Find every line below with "interface" in it and give only how many there are.

#### ENTRIES SUPPLIED:
____

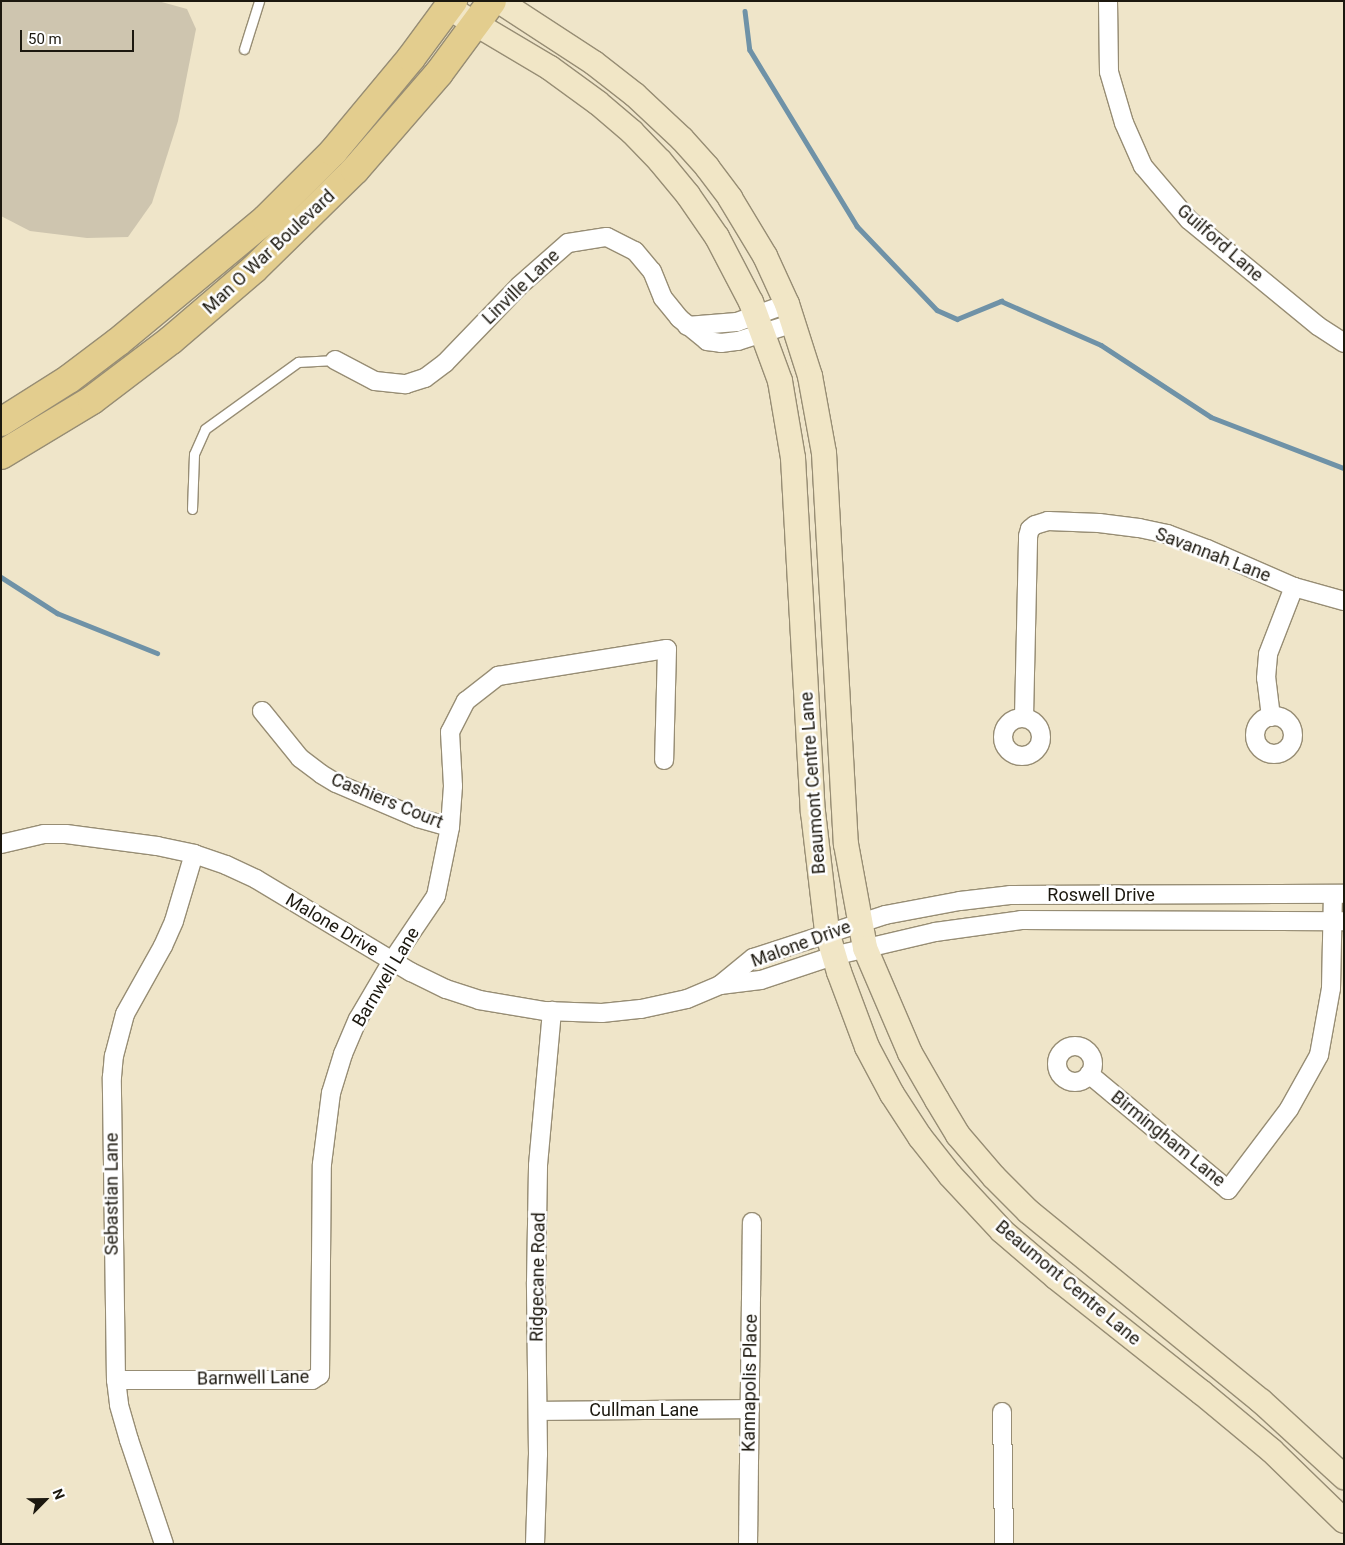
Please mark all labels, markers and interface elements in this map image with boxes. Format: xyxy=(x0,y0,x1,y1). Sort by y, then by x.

____

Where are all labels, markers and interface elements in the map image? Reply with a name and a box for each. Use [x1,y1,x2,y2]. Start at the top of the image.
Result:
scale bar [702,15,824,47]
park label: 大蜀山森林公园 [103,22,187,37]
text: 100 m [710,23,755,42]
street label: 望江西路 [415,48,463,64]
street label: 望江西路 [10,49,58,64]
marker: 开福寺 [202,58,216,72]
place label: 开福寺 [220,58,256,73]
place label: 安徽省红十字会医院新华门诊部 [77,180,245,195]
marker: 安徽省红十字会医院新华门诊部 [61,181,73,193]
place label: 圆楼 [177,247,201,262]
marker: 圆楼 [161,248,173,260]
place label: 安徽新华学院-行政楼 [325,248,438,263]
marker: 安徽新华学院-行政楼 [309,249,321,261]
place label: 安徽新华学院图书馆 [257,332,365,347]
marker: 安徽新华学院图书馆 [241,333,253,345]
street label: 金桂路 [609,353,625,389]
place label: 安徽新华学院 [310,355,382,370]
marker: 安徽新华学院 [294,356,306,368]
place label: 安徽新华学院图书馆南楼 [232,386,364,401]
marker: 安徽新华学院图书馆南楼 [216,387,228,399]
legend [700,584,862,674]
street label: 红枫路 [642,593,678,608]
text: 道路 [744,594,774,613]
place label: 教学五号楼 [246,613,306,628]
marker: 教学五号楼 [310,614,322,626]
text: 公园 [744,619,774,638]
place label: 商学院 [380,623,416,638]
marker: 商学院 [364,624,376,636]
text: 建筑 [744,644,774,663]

____

#### RESULT OF THE TASK:
2